Им нельзя быть приветливыми с иностранцами, напомнила я себе, за беседу со мной ее могут посадить в тюрьму. Я приникла к иллюминатору и задумалась, вспомнив генерала. Я надеялась, что после трех дней, проведенных с нами, он начнет казаться мне нормальным человеком, а не загадкой. В конце концов, он ел, пил и спал, как обычный смертный. Он совершенно искренне отвечал на все мои вопросы о здоровье матери, о том, в каких условиях она живет, чем занимается. Я была поражена, когда узнала, что у них в доме нет горячей воды — даже зимой! — и что у матери больные ноги.
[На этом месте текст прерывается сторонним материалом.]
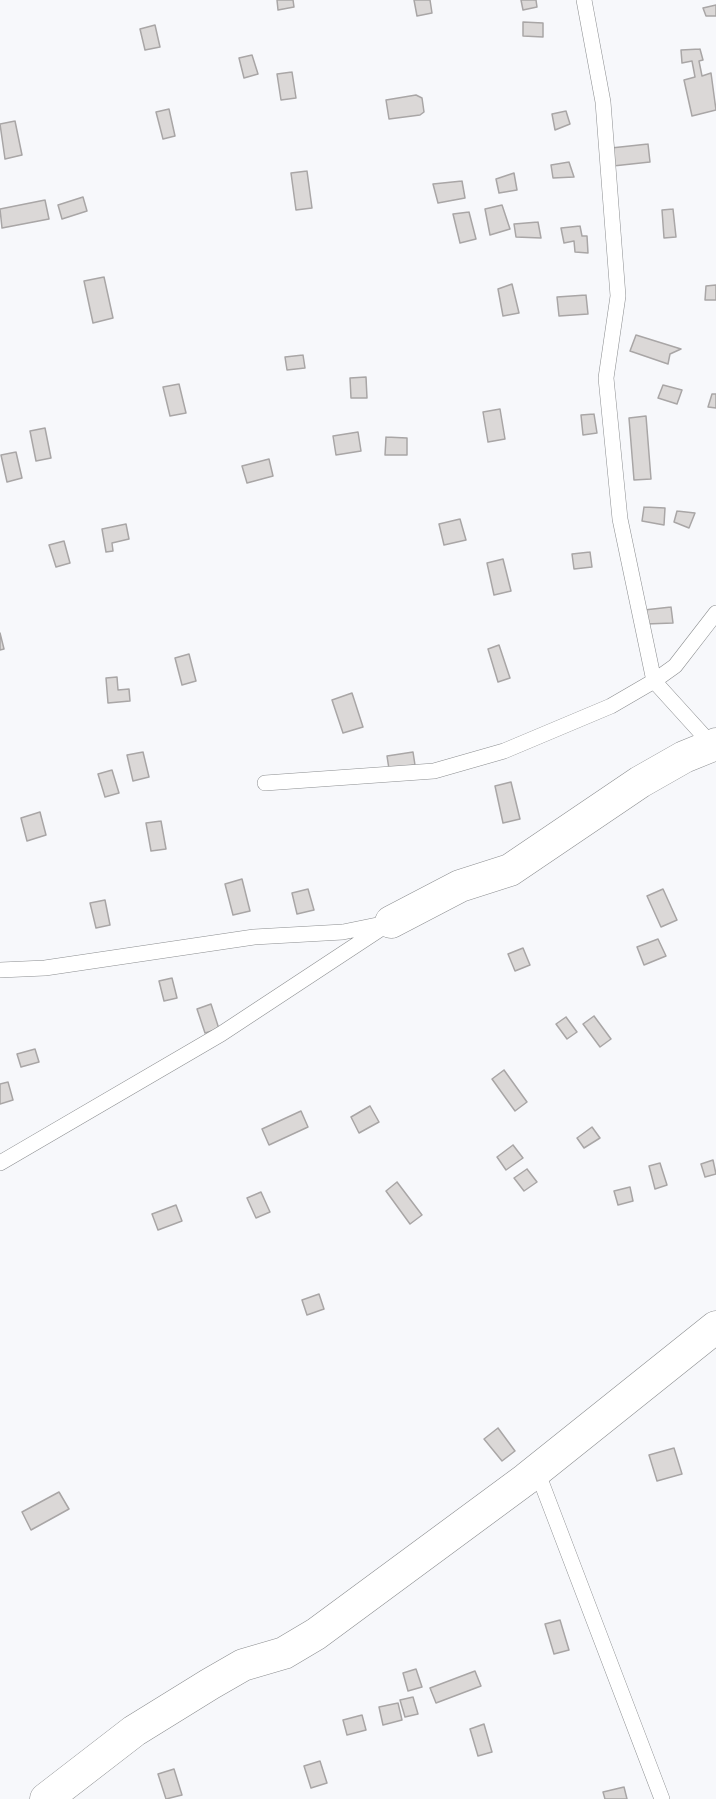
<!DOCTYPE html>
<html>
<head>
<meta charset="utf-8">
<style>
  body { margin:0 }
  canvas { display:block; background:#f7f8fb }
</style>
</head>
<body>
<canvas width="716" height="1799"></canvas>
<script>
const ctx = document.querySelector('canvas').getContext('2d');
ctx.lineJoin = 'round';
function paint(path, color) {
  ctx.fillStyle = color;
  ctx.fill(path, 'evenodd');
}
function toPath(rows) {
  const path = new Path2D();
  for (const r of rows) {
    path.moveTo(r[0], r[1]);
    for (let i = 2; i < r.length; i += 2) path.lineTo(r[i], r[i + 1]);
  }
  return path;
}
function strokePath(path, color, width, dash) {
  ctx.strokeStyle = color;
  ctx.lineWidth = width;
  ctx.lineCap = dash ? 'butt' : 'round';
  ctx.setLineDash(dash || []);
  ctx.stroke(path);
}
const building = toPath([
  [277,0,293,0,294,7,278,10,277,0],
  [414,0,430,0,432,13,417,16,414,0],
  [521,0,536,0,537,7,523,10,521,0],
  [716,5,716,16,706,16,703,8,716,5],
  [523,22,543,23,543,37,523,36,523,22],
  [155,25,160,47,145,50,140,29,155,25],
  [700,49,703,60,699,61,702,76,711,73,716,110,692,116,684,80,695,77,692,61,682,63,681,50,700,49],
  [252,55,258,74,244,78,239,58,252,55],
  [292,72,296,98,281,100,277,74,292,72],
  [416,95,422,98,424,112,420,115,389,119,386,100,416,95],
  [169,109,175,136,163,139,156,112,169,109],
  [566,111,570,124,555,130,552,114,566,111],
  [15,121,22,155,5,159,0,124,15,121],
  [648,144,650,162,613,166,611,148,648,144],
  [569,162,574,177,553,178,551,165,569,162],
  [307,171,312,208,296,210,291,173,307,171],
  [514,173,517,190,499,193,496,179,514,173],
  [462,181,465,198,438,203,433,184,462,181],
  [83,197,87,211,62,219,58,205,83,197],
  [45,200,49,219,2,228,0,209,45,200],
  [502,205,510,229,490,235,485,209,502,205],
  [673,209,676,237,664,238,662,210,673,209],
  [469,212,476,239,460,243,453,214,469,212],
  [538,222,541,238,516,237,514,224,538,222],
  [580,226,582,236,587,236,588,253,575,252,574,241,564,243,561,228,580,226],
  [104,277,113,318,93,323,84,281,104,277],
  [512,284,519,313,503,316,498,289,512,284],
  [716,285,716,300,705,300,706,286,716,285],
  [586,295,588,314,559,316,557,297,586,295],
  [636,335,681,349,670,354,668,364,630,351,636,335],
  [303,355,305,368,287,370,285,357,303,355],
  [366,377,367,398,351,398,350,378,366,377],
  [179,384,186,413,170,416,163,387,179,384],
  [663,385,682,390,677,404,658,398,663,385],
  [712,394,716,394,716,408,708,407,712,394],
  [500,409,505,439,488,442,483,412,500,409],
  [594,414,597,433,583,435,581,415,594,414],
  [646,416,651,479,634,480,629,418,646,416],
  [45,428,51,458,36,461,30,431,45,428],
  [358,432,361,451,336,455,333,436,358,432],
  [386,437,407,438,407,455,385,455,386,437],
  [16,452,22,478,7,482,1,455,16,452],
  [269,459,273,476,247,483,242,466,269,459],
  [644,507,665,508,664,525,642,521,644,507],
  [677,511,695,513,689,528,674,522,677,511],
  [460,519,466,540,444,545,439,524,460,519],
  [126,524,129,539,112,543,113,551,106,552,102,529,126,524],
  [64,541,70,563,56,567,49,545,64,541],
  [590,552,592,567,574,569,572,554,590,552],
  [503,559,511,591,494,595,487,563,503,559],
  [671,607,673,623,646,624,644,610,671,607],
  [0,633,4,649,0,650,0,633],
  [499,645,510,678,498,682,488,649,499,645],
  [189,654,196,681,182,685,175,658,189,654],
  [117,677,118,690,129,689,130,701,108,703,106,678,117,677],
  [352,693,363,727,343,733,332,700,352,693],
  [143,752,149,777,133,781,127,755,143,752],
  [413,752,415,765,389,769,387,756,413,752],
  [112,770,119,793,105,797,98,774,112,770],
  [511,782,520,819,503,823,495,786,511,782],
  [40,812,46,835,27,841,21,818,40,812],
  [161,821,166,849,151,851,146,823,161,821],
  [242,879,250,911,233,915,225,884,242,879],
  [308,889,314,910,297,914,292,893,308,889],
  [663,889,677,920,661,927,647,896,663,889],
  [105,900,110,925,96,928,90,903,105,900],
  [658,939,666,956,644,965,637,947,658,939],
  [523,948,530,965,515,971,508,954,523,948],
  [172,978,177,998,164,1001,159,981,172,978],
  [211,1004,219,1029,205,1033,197,1009,211,1004],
  [594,1016,611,1039,600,1047,583,1024,594,1016],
  [566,1017,577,1032,567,1039,556,1024,566,1017],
  [35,1049,39,1062,21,1067,17,1054,35,1049],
  [504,1070,527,1102,515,1111,492,1079,504,1070],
  [8,1082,13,1100,0,1104,0,1084,8,1082],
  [370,1106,379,1122,359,1133,351,1117,370,1106],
  [301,1111,308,1127,269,1145,262,1129,301,1111],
  [592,1127,600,1138,584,1148,577,1138,592,1127],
  [513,1145,523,1158,506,1170,497,1157,513,1145],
  [713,1160,716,1174,705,1177,701,1164,713,1160],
  [660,1163,667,1185,655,1189,649,1166,660,1163],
  [527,1169,537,1182,524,1191,514,1178,527,1169],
  [397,1182,422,1215,410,1224,386,1191,397,1182],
  [630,1187,633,1201,618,1205,614,1191,630,1187],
  [261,1192,270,1212,256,1218,247,1198,261,1192],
  [176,1205,182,1221,158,1230,152,1214,176,1205],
  [319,1294,324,1309,307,1315,302,1300,319,1294],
  [498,1428,515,1451,502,1461,484,1439,498,1428],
  [674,1448,682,1474,657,1481,649,1455,674,1448],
  [59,1492,69,1509,31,1530,22,1512,59,1492],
  [560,1620,569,1650,554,1654,545,1624,560,1620],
  [416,1669,422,1687,408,1691,403,1673,416,1669],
  [475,1671,481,1686,436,1703,430,1688,475,1671],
  [413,1697,418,1714,405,1717,400,1700,413,1697],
  [398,1703,402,1720,383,1725,379,1707,398,1703],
  [362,1715,366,1730,347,1735,343,1720,362,1715],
  [484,1724,492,1752,478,1756,470,1729,484,1724],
  [320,1761,327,1783,311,1788,304,1766,320,1761],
  [174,1769,182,1795,166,1799,158,1774,174,1769],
  [624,1787,627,1799,605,1799,603,1792,624,1787]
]);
const lane = toPath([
  [584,0,603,102,618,296,606,378,620,519,654,681,712,745],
  [265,783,434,771,504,751,611,706,654,681,675,666,716,613],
  [0,970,45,968,254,937,343,932,382,924],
  [0,1163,221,1034,391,922],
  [537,1471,662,1799]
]);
const street = toPath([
  [391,922,460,886,510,870,640,782,684,757,716,744],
  [46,1799,134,1731,210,1684,243,1665,284,1653,316,1634,526,1479,716,1327]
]);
paint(building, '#dbd8d7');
strokePath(building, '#a9a6a6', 1.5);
strokePath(lane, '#8c8e90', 16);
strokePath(street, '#8c8e90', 33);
strokePath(lane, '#fff', 15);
strokePath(street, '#fff', 32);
</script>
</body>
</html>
Но я преисполнилась радости, когда генерал сказал, что у нее в Москве есть близкие подруги, с которыми она ходит в баню, чтобы снять боль. У меня ведь тоже были Ирина, Розалина и Бетти, которые разделили со мной самые тяжелые минуты моей жизни. Единственное, о чем я побоялась спросить, так это об их отношениях с матерью. А на вопрос «Когда мы увезем мать из России, поедете ли вы с нами?», который я задала в сиднейском аэропорту, он так и не ответил. Генерал поцеловал меня и Ивана, пожал нам руки и на прощание сказал: «Еще увидимся». Я проводила его взглядом до стеклянных дверей и поняла, что этот старик с военной выправкой и гордой походкой так и остался для меня загадкой.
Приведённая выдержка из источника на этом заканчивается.